** Task inputs follows **

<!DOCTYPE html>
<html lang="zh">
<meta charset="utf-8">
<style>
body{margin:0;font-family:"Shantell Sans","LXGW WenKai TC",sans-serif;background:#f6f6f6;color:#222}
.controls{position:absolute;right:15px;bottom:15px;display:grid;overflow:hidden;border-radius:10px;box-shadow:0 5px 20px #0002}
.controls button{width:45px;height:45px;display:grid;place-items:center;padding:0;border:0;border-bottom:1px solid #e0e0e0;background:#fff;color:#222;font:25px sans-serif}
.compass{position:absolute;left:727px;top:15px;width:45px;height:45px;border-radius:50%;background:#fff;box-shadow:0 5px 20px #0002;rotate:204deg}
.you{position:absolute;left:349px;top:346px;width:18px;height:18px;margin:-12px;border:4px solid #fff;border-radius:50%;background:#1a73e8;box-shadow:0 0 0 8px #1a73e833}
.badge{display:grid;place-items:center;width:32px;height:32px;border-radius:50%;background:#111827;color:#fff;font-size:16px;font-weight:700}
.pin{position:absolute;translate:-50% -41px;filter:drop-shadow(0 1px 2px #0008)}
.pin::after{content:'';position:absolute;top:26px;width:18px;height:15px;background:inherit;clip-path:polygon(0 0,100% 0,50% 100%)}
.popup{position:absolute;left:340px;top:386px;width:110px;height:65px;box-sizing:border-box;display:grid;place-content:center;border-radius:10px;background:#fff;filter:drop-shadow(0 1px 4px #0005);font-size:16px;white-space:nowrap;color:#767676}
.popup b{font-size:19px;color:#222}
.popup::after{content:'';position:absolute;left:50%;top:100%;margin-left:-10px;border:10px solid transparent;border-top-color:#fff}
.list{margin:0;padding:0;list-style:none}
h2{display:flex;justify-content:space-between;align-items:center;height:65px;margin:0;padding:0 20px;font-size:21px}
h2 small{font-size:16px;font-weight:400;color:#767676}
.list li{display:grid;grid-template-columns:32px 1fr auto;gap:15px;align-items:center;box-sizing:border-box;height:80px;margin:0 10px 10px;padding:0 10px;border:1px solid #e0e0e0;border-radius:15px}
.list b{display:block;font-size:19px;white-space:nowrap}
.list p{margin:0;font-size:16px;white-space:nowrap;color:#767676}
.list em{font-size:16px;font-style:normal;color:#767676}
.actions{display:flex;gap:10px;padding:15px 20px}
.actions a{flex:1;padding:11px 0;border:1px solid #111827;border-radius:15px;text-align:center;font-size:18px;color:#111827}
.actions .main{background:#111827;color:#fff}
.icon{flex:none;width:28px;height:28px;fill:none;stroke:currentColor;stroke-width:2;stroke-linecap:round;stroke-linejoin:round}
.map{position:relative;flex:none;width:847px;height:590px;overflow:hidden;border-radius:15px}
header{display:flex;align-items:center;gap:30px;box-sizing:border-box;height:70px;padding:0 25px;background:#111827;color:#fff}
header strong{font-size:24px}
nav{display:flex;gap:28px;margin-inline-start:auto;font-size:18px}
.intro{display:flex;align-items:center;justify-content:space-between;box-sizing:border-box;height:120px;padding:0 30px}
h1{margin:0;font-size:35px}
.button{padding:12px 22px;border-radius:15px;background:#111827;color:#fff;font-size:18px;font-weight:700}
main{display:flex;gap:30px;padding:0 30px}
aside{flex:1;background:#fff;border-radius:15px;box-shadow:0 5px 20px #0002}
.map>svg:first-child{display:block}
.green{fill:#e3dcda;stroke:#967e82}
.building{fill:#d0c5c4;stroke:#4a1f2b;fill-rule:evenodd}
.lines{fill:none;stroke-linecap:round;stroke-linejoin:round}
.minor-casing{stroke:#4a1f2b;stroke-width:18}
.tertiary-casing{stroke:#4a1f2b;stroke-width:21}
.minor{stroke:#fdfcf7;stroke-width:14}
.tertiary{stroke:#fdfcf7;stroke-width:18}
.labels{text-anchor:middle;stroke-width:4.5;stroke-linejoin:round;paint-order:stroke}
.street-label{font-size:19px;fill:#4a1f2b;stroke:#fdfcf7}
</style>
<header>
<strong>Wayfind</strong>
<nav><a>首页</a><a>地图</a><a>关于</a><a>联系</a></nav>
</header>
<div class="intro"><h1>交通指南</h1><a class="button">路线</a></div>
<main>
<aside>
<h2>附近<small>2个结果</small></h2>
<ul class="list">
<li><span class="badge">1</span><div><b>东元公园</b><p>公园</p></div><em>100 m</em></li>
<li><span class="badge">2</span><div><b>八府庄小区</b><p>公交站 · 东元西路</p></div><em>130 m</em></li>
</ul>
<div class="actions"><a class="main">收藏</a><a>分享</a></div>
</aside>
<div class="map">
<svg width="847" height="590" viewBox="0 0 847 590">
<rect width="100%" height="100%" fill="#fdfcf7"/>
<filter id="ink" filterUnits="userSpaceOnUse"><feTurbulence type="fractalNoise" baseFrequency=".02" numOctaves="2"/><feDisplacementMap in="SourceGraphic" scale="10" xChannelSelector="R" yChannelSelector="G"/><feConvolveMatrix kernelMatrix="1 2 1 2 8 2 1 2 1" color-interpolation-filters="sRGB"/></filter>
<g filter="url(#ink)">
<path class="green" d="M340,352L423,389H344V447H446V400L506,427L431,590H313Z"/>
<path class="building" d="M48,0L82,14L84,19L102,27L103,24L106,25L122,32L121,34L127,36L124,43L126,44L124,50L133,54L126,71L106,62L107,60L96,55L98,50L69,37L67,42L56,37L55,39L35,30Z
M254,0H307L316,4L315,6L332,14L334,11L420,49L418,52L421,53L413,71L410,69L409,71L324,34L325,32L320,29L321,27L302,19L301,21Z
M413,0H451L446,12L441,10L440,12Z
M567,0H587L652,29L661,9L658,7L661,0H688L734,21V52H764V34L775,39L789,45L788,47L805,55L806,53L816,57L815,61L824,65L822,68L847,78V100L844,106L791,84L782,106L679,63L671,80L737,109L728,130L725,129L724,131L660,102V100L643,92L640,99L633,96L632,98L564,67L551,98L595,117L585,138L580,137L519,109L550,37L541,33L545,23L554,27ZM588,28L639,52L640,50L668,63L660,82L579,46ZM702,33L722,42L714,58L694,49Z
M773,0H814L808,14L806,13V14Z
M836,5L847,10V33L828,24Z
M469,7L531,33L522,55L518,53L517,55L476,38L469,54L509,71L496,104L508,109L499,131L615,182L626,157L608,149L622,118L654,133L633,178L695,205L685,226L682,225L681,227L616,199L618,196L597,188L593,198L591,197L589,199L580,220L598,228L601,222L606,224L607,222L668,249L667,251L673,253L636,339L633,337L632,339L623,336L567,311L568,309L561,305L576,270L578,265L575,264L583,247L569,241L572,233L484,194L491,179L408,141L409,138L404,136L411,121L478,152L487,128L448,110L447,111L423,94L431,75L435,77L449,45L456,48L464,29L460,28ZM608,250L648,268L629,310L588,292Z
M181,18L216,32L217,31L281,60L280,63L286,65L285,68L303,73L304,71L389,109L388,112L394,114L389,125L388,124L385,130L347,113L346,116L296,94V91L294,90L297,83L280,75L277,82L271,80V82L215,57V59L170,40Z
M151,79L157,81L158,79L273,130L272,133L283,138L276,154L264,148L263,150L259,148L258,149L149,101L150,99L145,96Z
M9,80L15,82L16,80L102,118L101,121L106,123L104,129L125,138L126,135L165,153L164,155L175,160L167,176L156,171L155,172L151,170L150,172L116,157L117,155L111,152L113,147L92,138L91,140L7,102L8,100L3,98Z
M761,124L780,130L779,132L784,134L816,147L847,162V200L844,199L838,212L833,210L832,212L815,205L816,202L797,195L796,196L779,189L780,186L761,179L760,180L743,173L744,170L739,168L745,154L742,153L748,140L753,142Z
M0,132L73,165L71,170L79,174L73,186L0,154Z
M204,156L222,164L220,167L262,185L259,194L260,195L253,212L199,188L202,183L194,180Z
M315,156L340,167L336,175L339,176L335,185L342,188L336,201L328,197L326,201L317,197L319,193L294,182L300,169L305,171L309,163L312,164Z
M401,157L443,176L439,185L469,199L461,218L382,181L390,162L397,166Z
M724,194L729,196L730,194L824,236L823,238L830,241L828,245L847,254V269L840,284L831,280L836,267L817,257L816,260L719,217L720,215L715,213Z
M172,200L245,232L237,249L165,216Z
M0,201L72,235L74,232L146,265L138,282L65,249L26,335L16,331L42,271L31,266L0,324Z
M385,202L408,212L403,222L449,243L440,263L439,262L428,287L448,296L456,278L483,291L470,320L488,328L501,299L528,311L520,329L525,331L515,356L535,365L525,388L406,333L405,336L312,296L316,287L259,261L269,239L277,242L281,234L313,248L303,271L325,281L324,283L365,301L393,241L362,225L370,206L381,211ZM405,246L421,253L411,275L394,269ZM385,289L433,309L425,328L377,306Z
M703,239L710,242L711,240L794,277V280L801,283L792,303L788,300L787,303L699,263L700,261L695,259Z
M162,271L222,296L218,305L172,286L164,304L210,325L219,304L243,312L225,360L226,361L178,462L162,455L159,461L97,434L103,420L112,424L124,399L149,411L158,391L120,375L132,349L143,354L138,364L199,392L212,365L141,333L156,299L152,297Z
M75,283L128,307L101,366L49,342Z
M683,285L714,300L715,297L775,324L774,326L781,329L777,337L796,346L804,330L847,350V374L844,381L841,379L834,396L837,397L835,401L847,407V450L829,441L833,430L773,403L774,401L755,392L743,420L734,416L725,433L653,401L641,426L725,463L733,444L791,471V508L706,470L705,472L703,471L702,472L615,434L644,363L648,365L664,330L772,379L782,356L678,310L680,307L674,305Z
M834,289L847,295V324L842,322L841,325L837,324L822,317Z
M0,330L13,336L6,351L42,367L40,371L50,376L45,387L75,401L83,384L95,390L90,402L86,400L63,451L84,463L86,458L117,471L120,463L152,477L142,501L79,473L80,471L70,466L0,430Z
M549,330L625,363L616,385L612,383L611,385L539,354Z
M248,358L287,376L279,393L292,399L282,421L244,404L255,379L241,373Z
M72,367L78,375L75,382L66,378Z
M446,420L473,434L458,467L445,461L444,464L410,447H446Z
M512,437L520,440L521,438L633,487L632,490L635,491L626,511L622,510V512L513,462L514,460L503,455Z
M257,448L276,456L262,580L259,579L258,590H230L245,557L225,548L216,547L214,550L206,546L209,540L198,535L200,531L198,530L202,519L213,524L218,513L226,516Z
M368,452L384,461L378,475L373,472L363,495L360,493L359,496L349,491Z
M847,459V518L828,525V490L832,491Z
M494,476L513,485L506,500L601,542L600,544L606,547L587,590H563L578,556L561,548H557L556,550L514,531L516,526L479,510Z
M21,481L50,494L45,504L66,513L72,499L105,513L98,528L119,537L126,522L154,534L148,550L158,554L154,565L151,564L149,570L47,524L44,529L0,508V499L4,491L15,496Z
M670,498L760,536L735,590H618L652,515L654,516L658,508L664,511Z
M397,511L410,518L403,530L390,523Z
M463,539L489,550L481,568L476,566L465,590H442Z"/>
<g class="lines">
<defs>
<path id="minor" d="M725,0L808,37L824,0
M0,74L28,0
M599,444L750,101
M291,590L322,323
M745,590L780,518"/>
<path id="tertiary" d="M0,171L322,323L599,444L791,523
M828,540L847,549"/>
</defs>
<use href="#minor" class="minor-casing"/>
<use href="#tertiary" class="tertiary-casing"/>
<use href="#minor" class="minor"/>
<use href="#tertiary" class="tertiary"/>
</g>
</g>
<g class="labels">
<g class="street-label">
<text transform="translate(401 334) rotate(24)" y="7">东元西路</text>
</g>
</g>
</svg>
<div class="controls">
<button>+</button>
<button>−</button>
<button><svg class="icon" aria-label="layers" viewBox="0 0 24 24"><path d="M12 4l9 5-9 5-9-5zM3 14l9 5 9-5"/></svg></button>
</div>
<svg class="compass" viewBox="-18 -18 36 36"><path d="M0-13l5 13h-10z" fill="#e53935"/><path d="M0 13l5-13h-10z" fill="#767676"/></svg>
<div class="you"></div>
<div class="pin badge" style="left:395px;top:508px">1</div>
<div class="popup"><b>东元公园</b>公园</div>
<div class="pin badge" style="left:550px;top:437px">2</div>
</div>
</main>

** End of Task inputs **

What this task involves>
In the records above, find each line holding "solid" and copy it.

Answer to the exercise>
.controls button{width:45px;height:45px;display:grid;place-items:center;padding:0;border:0;border-bottom:1px solid #e0e0e0;background:#fff;color:#222;font:25px sans-serif}
.you{position:absolute;left:349px;top:346px;width:18px;height:18px;margin:-12px;border:4px solid #fff;border-radius:50%;background:#1a73e8;box-shadow:0 0 0 8px #1a73e833}
.popup::after{content:'';position:absolute;left:50%;top:100%;margin-left:-10px;border:10px solid transparent;border-top-color:#fff}
.list li{display:grid;grid-template-columns:32px 1fr auto;gap:15px;align-items:center;box-sizing:border-box;height:80px;margin:0 10px 10px;padding:0 10px;border:1px solid #e0e0e0;border-radius:15px}
.actions a{flex:1;padding:11px 0;border:1px solid #111827;border-radius:15px;text-align:center;font-size:18px;color:#111827}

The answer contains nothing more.